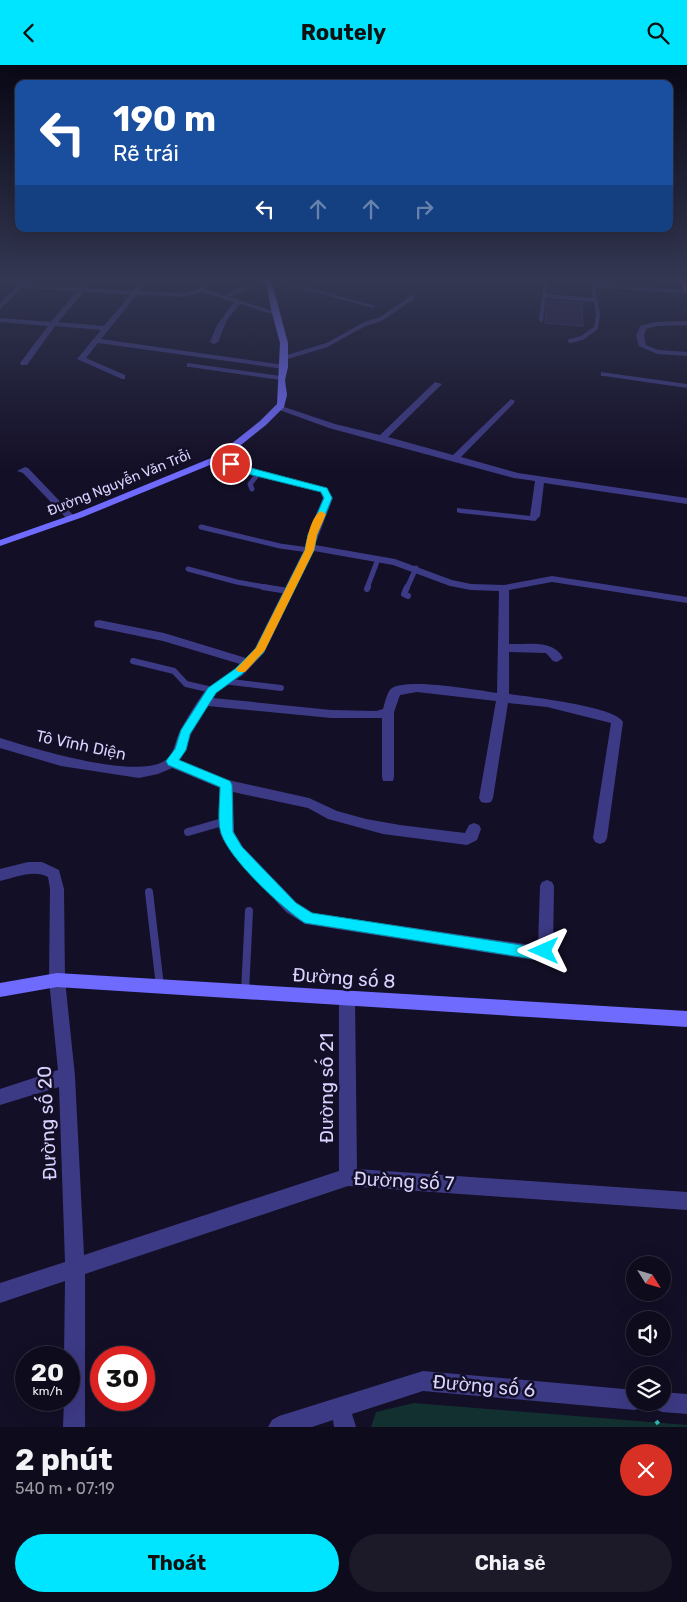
<!DOCTYPE html>
<html lang="vi">
<meta charset="utf-8">
<style>
:root{--surface:#0e0b1c;--page:#1c1929;--text:#f1f3f6;--muted:#9b9ba3;--line:#2e2b3b;--accent:#00e5ff}
body{margin:0;font-family:Rubik,sans-serif;background:var(--page);color:var(--text);height:100vh;display:flex;flex-direction:column;font-size:19px;white-space:nowrap}
*{box-sizing:border-box;margin:0}
p{font-size:16px;color:var(--muted)}
.icon{flex:none;width:28px;height:28px;fill:none;stroke:currentColor;stroke-width:2;stroke-linecap:round;stroke-linejoin:round}
.map{position:relative;height:1362px;overflow:hidden}
.sheet{display:flex;flex-direction:column;background:var(--surface);flex:1}
.sheet>*{flex:none}
.banner{position:absolute;left:15px;top:15px;width:658px;height:152px;border-radius:10px;box-shadow:0 5px 20px #0002,0 0 0 1px var(--line);background:#1a4fa0;color:#fff;overflow:hidden}
.needle{width:32px;rotate:127deg}
.buttons{position:absolute;left:626px;top:1191px;display:grid;gap:10px}
.buttons a{display:grid;place-items:center;width:45px;height:45px;border-radius:50%;background:var(--surface);box-shadow:0 5px 20px #0002,0 0 0 1px var(--line);font-size:25px}
.speed{position:absolute;left:15px;top:1281px;display:flex;gap:10px;font-size:25px;font-weight:700;text-align:center}
.speed>*{display:grid;place-content:center;width:65px;height:65px;border-radius:50%;background:var(--surface);box-shadow:0 5px 20px #0002,0 0 0 1px var(--line);line-height:1}
.speed small{font-size:12px;font-weight:400}
.speed .limit{border:8px solid #d22;background:#fff;color:#111}
.pin{position:absolute;display:grid;place-items:center;width:42px;height:42px;color:#fff;margin:-21px;border:2px solid #fff;border-radius:50%;box-shadow:0 1px 5px #0007}
.me{position:absolute;width:55px;margin:-28px;rotate:270deg;stroke-linejoin:round;filter:drop-shadow(0 0 4px #0008)}
.turn{display:flex;align-items:center;gap:18px;height:105px;padding:0 15px;font-size:22px}
.turn .icon{width:65px;height:65px;stroke-width:2.5}
.turn b{display:block;font-size:35px;line-height:42px}
.lanes{display:flex;align-items:center;height:48px;padding:0 15px;background:#0003;justify-content:center;gap:25px;direction:ltr}
.lanes .off{opacity:.35}
.round{display:grid;place-items:center;flex:none;width:52px;height:52px;border-radius:26px;background:var(--page)}
.summary{display:flex;align-items:center;justify-content:space-between;height:85px;padding:0 15px}
h1{font-size:30px;font-weight:700;line-height:38px}
.button{display:flex;gap:10px;margin-top:auto;padding:10px 15px}
.button a{flex:1;height:58px;border-radius:30px;background:var(--accent);color:#111;font-size:20px;font-weight:700;line-height:58px;text-align:center}
.button a+a{background:var(--page);color:var(--text)}
header{display:flex;justify-content:space-between;align-items:center;height:65px;padding:0 15px;background:var(--accent);color:#111;font-size:22px;font-weight:700}
.map>svg:first-child{display:block}
.green{fill:#12302f}
.building{fill:#241b47;stroke:#3b2d73}
.lines{fill:none;stroke-linecap:round;stroke-linejoin:round}
.path{stroke:#2fb8b0;stroke-width:4;stroke-dasharray:4 5.5;stroke-linecap:butt}
.lane-far3{stroke:#3d3a85;stroke-width:4}
.lane-far2{stroke:#3d3a85;stroke-width:5}
.lane-far1{stroke:#3d3a85;stroke-width:6}
.lane{stroke:#3d3a85;stroke-width:8}
.street{fill:#3d3a85;fill-rule:evenodd}
.secondary{fill:#6f6bff;fill-rule:evenodd}
.primary{fill:#c25bff;fill-rule:evenodd}
.route{fill:#00e5ff;stroke:#0095a6}
.slow{fill:#f59e0b}
.labels{text-anchor:middle;dominant-baseline:central;stroke-width:5;stroke-linejoin:round;paint-order:stroke}
.far-street-label{font-size:14px;fill:#d9d4ff;stroke:#130f26}
.street-label{font-size:16px;fill:#d9d4ff;stroke:#130f26}
.near-street-label{font-size:19px;fill:#d9d4ff;stroke:#130f26}
</style>
<header><svg class="icon" aria-label="back" viewBox="0 0 24 24"><path d="M15 5l-7 7 7 7"/></svg>Routely<svg class="icon" aria-label="search" viewBox="0 0 24 24"><circle cx="10" cy="10" r="6"/><path d="M15 15l6 6"/></svg></header>
<div class="map">
<svg width="687" height="1362" viewBox="0 0 687 1362">
<rect width="100%" height="100%" fill="#130f26"/>
<path class="green" d="M414,1338L687,1360V1362H371L376,1347Z"/>
<path class="building" d="M547,235L582,238L583,261L545,258Z"/>
<g class="lines">
<path class="path" d="M656,1356L661,1362"/>
<g class="lane-far3">
<path d="M572,214L592,215"/>
<path d="M545,231L595,235"/>
<path d="M225,232L263,214"/>
<path d="M541,255L546,214"/>
<path d="M570,276L582,273L596,263L598,250L593,220L687,227"/>
<path d="M284,293L327,280L365,259L381,254L413,232"/>
</g>
<g class="lane-far2">
<path d="M252,424L250,419L258,409"/>
<path d="M201,462L280,481L309,485"/>
<path d="M188,504L237,517L270,523"/>
<path d="M367,523L378,494"/>
<path d="M407,523L416,503"/>
</g>
<g class="lane-far1">
<path d="M263,522L288,526"/>
<path d="M407,522L404,529L408,531"/>
<path d="M367,524L368,522"/>
<path d="M133,596L174,606L186,619L212,625"/>
<path d="M223,616L281,623"/>
</g>
<g class="lane">
<path d="M188,767L226,756"/>
<path d="M149,827L160,921"/>
<path d="M245,927L249,846"/>
</g>
<g class="street">
<path d="M23,214L29,215L26,219L80,223L88,214H94L87,223L133,226L142,214H148L140,226L185,228L199,224L206,214H212L205,224L278,248L275,250L240,239L227,255L218,277L214,279L210,277L217,260L234,237L201,227L186,232L137,230L101,274L284,300L288,302L284,304L98,278L86,293L125,310V314H122L77,294L101,265L55,261L27,300H21L20,298L48,261L0,257V253L51,257L77,226L22,223L0,244V238ZM84,227L130,230L104,261L58,257Z"/>
<path d="M266,214H276L376,241L373,243Z"/>
<path d="M444,214H450V215L447,217Z"/>
<path d="M687,256V260L656,261L646,264L644,271L646,280L658,285L687,287V291L657,289L639,281L636,271L640,261L655,257Z"/>
<path d="M187,298L281,311L285,313L281,315L190,302H187Z"/>
<path d="M601,307L687,319V323L604,311H601Z"/>
<path d="M435,317L442,319L388,372L453,390L511,334L515,336L514,338L461,392L518,408L687,433V439L544,418L540,451L535,456L460,448L457,447V443L530,451L535,416L514,413L329,363L274,343L281,341L335,359L380,370Z"/>
<path d="M219,390L246,403L327,423L333,433L315,480L395,494L452,515L471,519L504,520L552,511L687,532V538L552,517L509,525V579C528,580 553,574 563,593L557,597L553,596L546,588L509,587V629C529,632 615,641 623,657L607,773L605,777L600,779L595,777L593,773L611,658L547,642L508,638L493,733L491,737L486,738L481,737L479,733L496,636L417,627L400,630L394,647V712L393,716H383L382,712V653H331L208,641L191,669L186,685L180,695L228,715L309,733L337,746L366,754L400,760L465,768L469,760L474,758L479,760L481,764L477,775L467,780L383,769L328,754L308,743L233,727L234,767L243,782L296,837L313,848L538,881L540,821L542,817L547,815L552,817L554,821L553,884L547,892L534,895L305,859L286,847L233,790L220,768V723L172,703L158,709L139,713L61,701L0,683V673C33,683 140,717 167,694C175,687 175,675 180,666C186,655 193,643 200,633C209,618 227,612 240,599L163,576L95,562L94,559L95,556L99,555L164,568L246,593L255,583L304,485L308,469L323,433L320,427L240,407L216,395L215,393ZM314,486L393,500L450,521L471,525L499,526L497,628C476,625 409,613 392,623C387,626 385,638 383,644L376,646L331,645L213,633L216,628L243,610L264,588Z"/>
<path d="M25,402L28,403L74,451V455H68L23,408L17,406Z"/>
<path d="M28,797H42L59,805L64,824L65,915L75,1011L84,1190L339,1106V933L341,928L347,925L353,928L355,933L357,1104L687,1127V1145L348,1121L85,1209V1362H63L64,1335H69V1292H64L65,1216L0,1238V1218L65,1197L59,1022L0,1040V1024L58,1005L49,915L50,824L48,812C34,804 14,813 0,816V804Z"/>
<path d="M423,1306L635,1325V1338H644L642,1342L635,1345L423,1326L352,1349L356,1362H334L333,1355L312,1362H268L272,1355L279,1351Z"/>
<path d="M662,1327L687,1329V1349L662,1347L655,1344L652,1338H662Z"/>
</g>
<g class="secondary">
<path d="M265,214H271L288,278V302L285,315L287,330L284,342L266,360L222,395L83,452L0,481V475L77,448L216,391L260,356L277,339L280,278L272,248Z"/>
<path d="M57,908L687,946V962L57,922L0,932V918Z"/>
</g>
<path class="primary" d="M680,214H686L687,228L684,226Z"/>
</g>
<linearGradient id="sky" x2="0" y2="1"><stop stop-color="#0a0815"/><stop offset="0.53" stop-color="#333752"/><stop offset="1" stop-color="#333752" stop-opacity="0"/></linearGradient>
<rect width="687" height="405" fill="url(#sky)"/>
<path class="route" d="M228,397L327,423L332,433L317,470L314,485L263,588L242,609L216,628L190,669L186,685L179,695L230,716L232,720L233,767L242,782L296,838L312,848L534,882L544,879L549,881L551,886L549,890L534,894L305,858C282,843 229,794 221,768C217,757 220,735 220,722L168,700L166,696L175,684L181,665L208,623L235,604L256,583L305,485L308,470L324,433L321,427L240,407L228,401Z"/>
<path class="slow" d="M321,446L326,449L317,470L314,485L265,585L245,607H238L236,604L238,602L256,583L305,485C307,474 311,451 321,446Z"/>
<g class="labels">
<g class="far-street-label">
<text transform="translate(119 418) rotate(-22)">Đường Nguyễn Văn Trỗi</text>
</g>
<g class="street-label">
<text transform="translate(81 680) rotate(12)">Tô Vĩnh Diện</text>
</g>
<g class="near-street-label">
<text transform="translate(344 913) rotate(4)">Đường số 8</text>
<text transform="translate(326 1023) rotate(-90)">Đường số 21</text>
<text transform="translate(47 1058) rotate(-93)">Đường số 20</text>
<text transform="translate(404 1116) rotate(3)">Đường số 7</text>
<text transform="translate(484 1321) rotate(5)">Đường số 6</text>
</g>
</g>
</svg>
<div class="buttons">
<a><svg class="needle" viewBox="-14 -14 28 28"><path d="M0-13l5 13h-10z" fill="#e53935"/><path d="M0 13l5-13h-10z" fill="#9b9ba3"/></svg></a>
<a><svg class="icon" aria-label="sound" viewBox="0 0 24 24"><path d="M4 9h4l5-4v14l-5-4H4zM17 9q2 3 0 6"/></svg></a>
<a><svg class="icon" aria-label="layers" viewBox="0 0 24 24"><path d="M12 4l9 5-9 5-9-5zM3 14l9 5 9-5"/></svg></a>
</div>
<div class="speed"><div>20<small>km/h</small></div><div class="limit">30</div></div>
<div class="pin" style="left:231px;top:399px;background:#d93025"><svg class="icon" aria-label="arrive" viewBox="0 0 24 24"><path d="M6 21V4h12l-3 4 3 4H6"/></svg></div>
<svg class="me" style="left:544px;top:886px" viewBox="-20 -20 40 40"><path d="M0-17L14 15 0 8-14 15z" fill="#00e5ff" stroke="#fff" stroke-width="4"/></svg>
<div class="banner">
<div class="turn"><svg class="icon" aria-label="left" viewBox="0 0 24 24"><path d="M17 20v-9H6M10 6l-5 5 5 5"/></svg><div><b>190 m</b>Rẽ trái</div></div>
<div class="lanes"><svg class="icon" aria-label="left" viewBox="0 0 24 24"><path d="M17 20v-9H6M10 6l-5 5 5 5"/></svg><svg class="icon off" aria-label="ahead" viewBox="0 0 24 24"><path d="M12 20V5M6 11l6-6 6 6"/></svg><svg class="icon off" aria-label="ahead" viewBox="0 0 24 24"><path d="M12 20V5M6 11l6-6 6 6"/></svg><svg class="icon off" aria-label="right" viewBox="0 0 24 24"><path d="M7 20v-9h11M14 6l5 5-5 5"/></svg></div>
</div>
</div>
<section class="sheet">
<div class="summary"><div><h1>2 phút</h1><p>540 m · 07:19</p></div><a class="round" style="background:#d93025;color:#fff"><svg class="icon" aria-label="close" viewBox="0 0 24 24"><path d="M6 6l12 12M18 6L6 18"/></svg></a></div>
<div class="button"><a>Thoát</a><a>Chia sẻ</a></div>
</section>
_ _ _ _ _
§ **About this exercise**: Show each line of the material where the word "lines" occurs.

§ **Task result**:
.lines{fill:none;stroke-linecap:round;stroke-linejoin:round}
<g class="lines">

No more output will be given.